Those who refuse to be co-opted or at least be silent face the Kurdish security services. In October 2006, the KDP’s secret service abducted Austrian-Kurdish journalist Kamal Said Qadir after he wrote articles questioning corruption within the ruling Barzani clan and published documents demonstrating links between Mulla Mustafa Barzani—an important nationalist leader and Masud Barzani’s father—and the Soviet KGB.17 After a fifteen-minute trial, the KDP judge sentenced Kamal to thirty years in prison—a sentence commuted only after a campaign by international NGOs and condemnation from the State Department.18

The Kurdish administrations appear determined to retain tight political control over the press. Iraqi Kurdish law remains based on Iraqi law. Article 433 of the Iraqi Criminal Code—enacted by the Baath Party—equates almost all criticism with criminal defamation. Local journalist unions that have sought to change this artifact have faced Barzani’s ire. On December 20, 2007, Barzani told the Kurdistan parliament to reconsider legislation that would overturn the Baath-era press law and legalize criticism of his government.19

Nor are NGOs an independent check. Most Kurdish NGOs operate under the patronage of the Kurdish political leadership. Kurdistan Save the Children, for example, relies upon the patronage of Talabani’s wife and largely operates to further party aims. Foreign aid workers say that both the KDP and the PUK have insisted that they hire party members if they wish to operate in coordination with the local government. When independent

Kurdish employees operating with the U.S. Agency for International Development refused to obey PUK instructions, PUK security officials filed reports about them and alleged security concerns with agency administrators, who promptly fired the independents and hired PUK apparatchiks. With very few exceptions, local human rights organizations—and a government-controlled Ministry of Human Rights—focus on atrocities committed against Kurds by Saddam’s regime, rather than abuses by the current political leadership.
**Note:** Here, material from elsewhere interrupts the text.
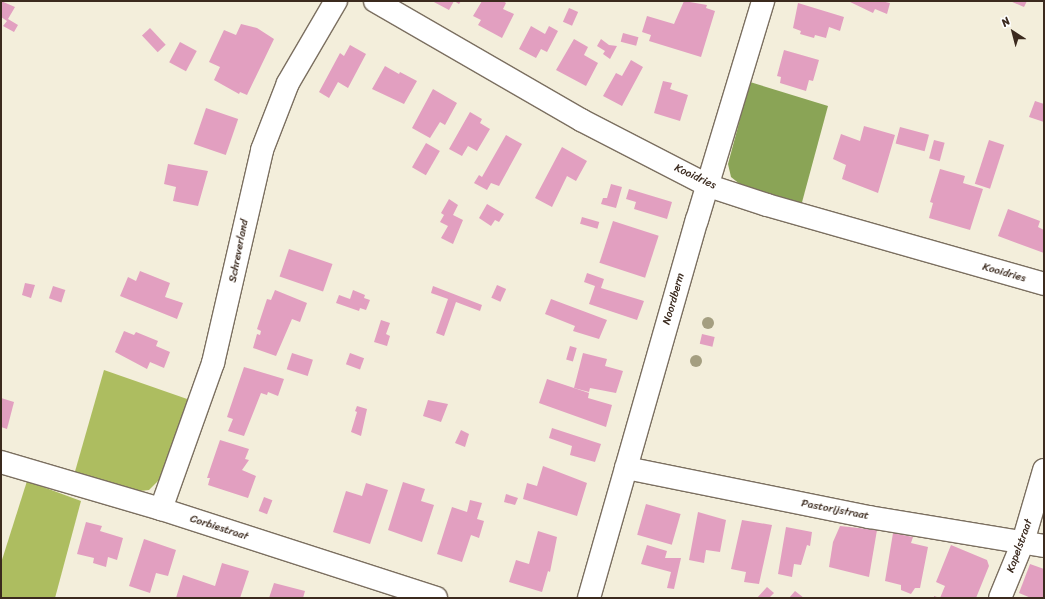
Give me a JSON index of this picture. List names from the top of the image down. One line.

As the distance between the Kurdish leadership and the people they claim to represent grows deeper, antagonism grows. Many Kurds feel helpless. There is no accountability, even when the government makes such arrogant decisions as to provide twenty-four-hour electricity to light up the grave of Ibrahim Ahmad, Talabani’s father-in-law, while cutting electricity to Kurdish refugees. The PUK and the KDP’s decision to run on the same election list in public and divvy up positions in private has effectively disenfranchised the local population. When the Kurdistan Islamic Union—the nonviolent Muslim Brotherhood affiliate—began to make inroads, KDP-sponsored youth mobs set party headquarters on fire in several towns and murdered the party chief in Duhok.20

Even after they arranged to avoid competition, both U.S. diplomats and the Independent Election Commission of Iraq fingered the KDP as committing the most flagrant election fraud in the entire country, using the peshmerga to block voters and party supervisors to stuff ballot boxes. The fraud was pointless, given that without it the party machinery and resources were such to guarantee victory, even if not on the scale of regional dictators like Hosni Mubarak or Bashar al-Assad.
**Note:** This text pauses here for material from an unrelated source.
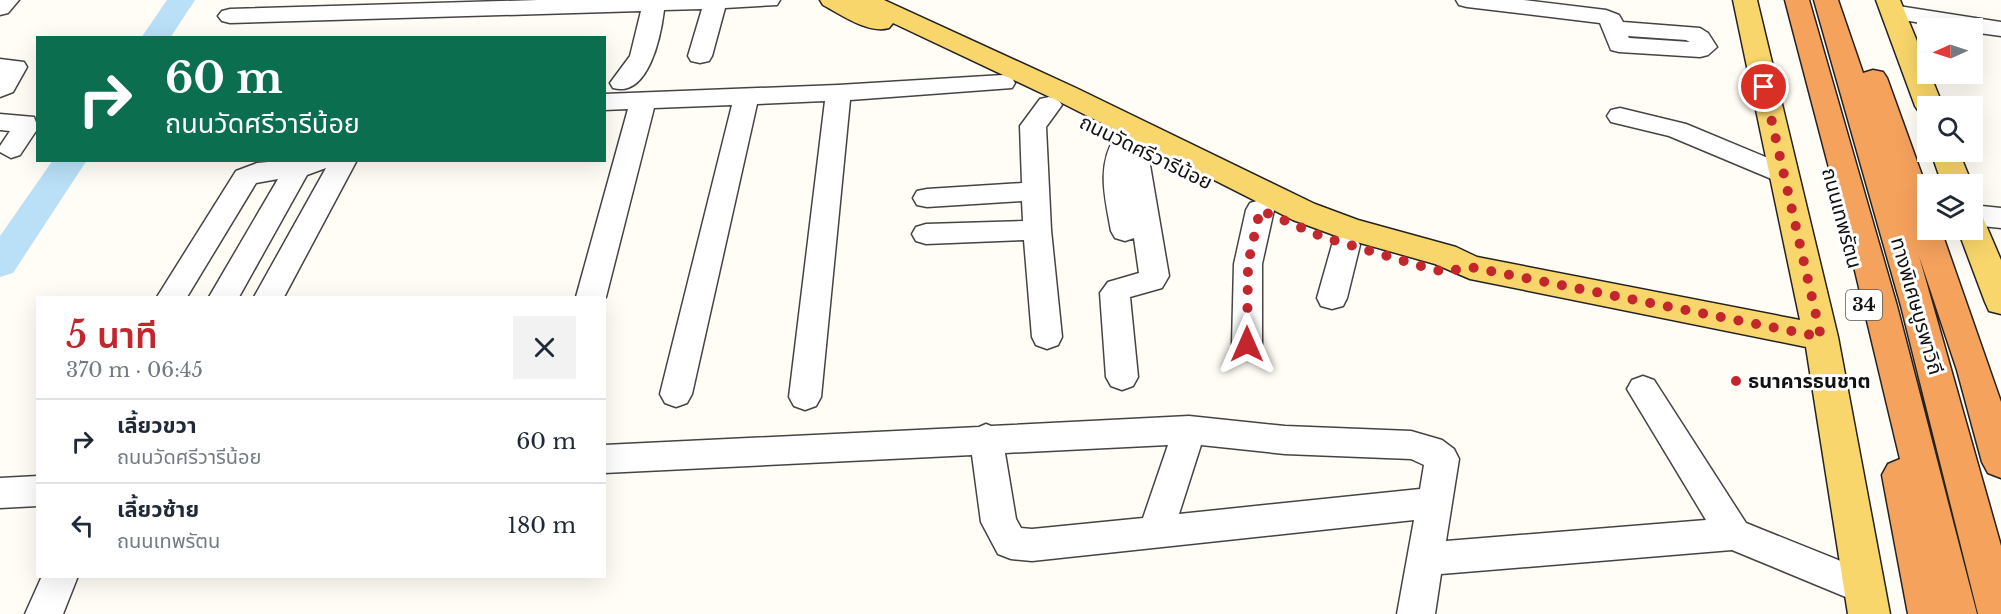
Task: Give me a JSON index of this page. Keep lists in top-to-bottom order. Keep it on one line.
{"streets":{"highway":["ถนนเทพรัตน","34","ทางพิเศษบูรพาวิถี"],"main road":["ถนนวัดศรีวารีน้อย"]},"crossings":[["ถนนวัดศรีวารีน้อย","34"]],"places":["ธนาคารธนชาต"],"north":"left","page":{"turn":["60 m","ถนนวัดศรีวารีน้อย"],"heading":["5 นาที","370 m · 06:45"],"list":[{"name":"เลี้ยวขวา","note":"ถนนวัดศรีวารีน้อย","value":"60 m"},{"name":"เลี้ยวซ้าย","note":"ถนนเทพรัตน","value":"180 m"}]}}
Rationalizing Kurdish Behavior

Iraqi Kurdistan may not be the beacon for democracy that its representatives claim, but realists within the U.S. foreign policy establishment may argue that its practices toward its population are immaterial to U.S. interests, especially given the Kurdistan region’s continued pro-Americanism.

Such a calculation is shortsighted. Because the U.S. government has subsidized both Kurdish leaders, Kurds generally associate their leaders’ misbehavior with U.S. policy. Murmurs of discontent grow when Kurds attribute the abuses by their leaders to U.S. interests: in 2006, for example, when the U.S. government requested space for offices in Sulaymaniyah, Talabani evicted a technical college without advance notice, let alone due process, angering a broad swath of the population. Kurds also accuse U.S. officials of complicity in torture at what they suspect is a center for rendition at a Saddam-era facility between Tasluja and Paramagrun. While Kurdish officials trumpet their public’s pro-American outlook, such an orientation is fading fast. Anti-Americanism has taken hold within Iraqi Kurdistan. Not recognizing it now and taking measures to correct it will negatively impact U.S. strategic opportunities down the line.

Perhaps U.S. strategists might forgive this if the Iraqi Kurds demonstrated that they would advance U.S. regional interests. Unfortunately, they have not. While Iraqi Kurdistan did allow U.S. forces to assemble and joined the drive southward in April 2003, filling the vacuum left by the collapsing Iraqi army, subsequent Kurdish behavior leaves large questions about the reliability of Iraqi Kurdistan as a U.S. ally.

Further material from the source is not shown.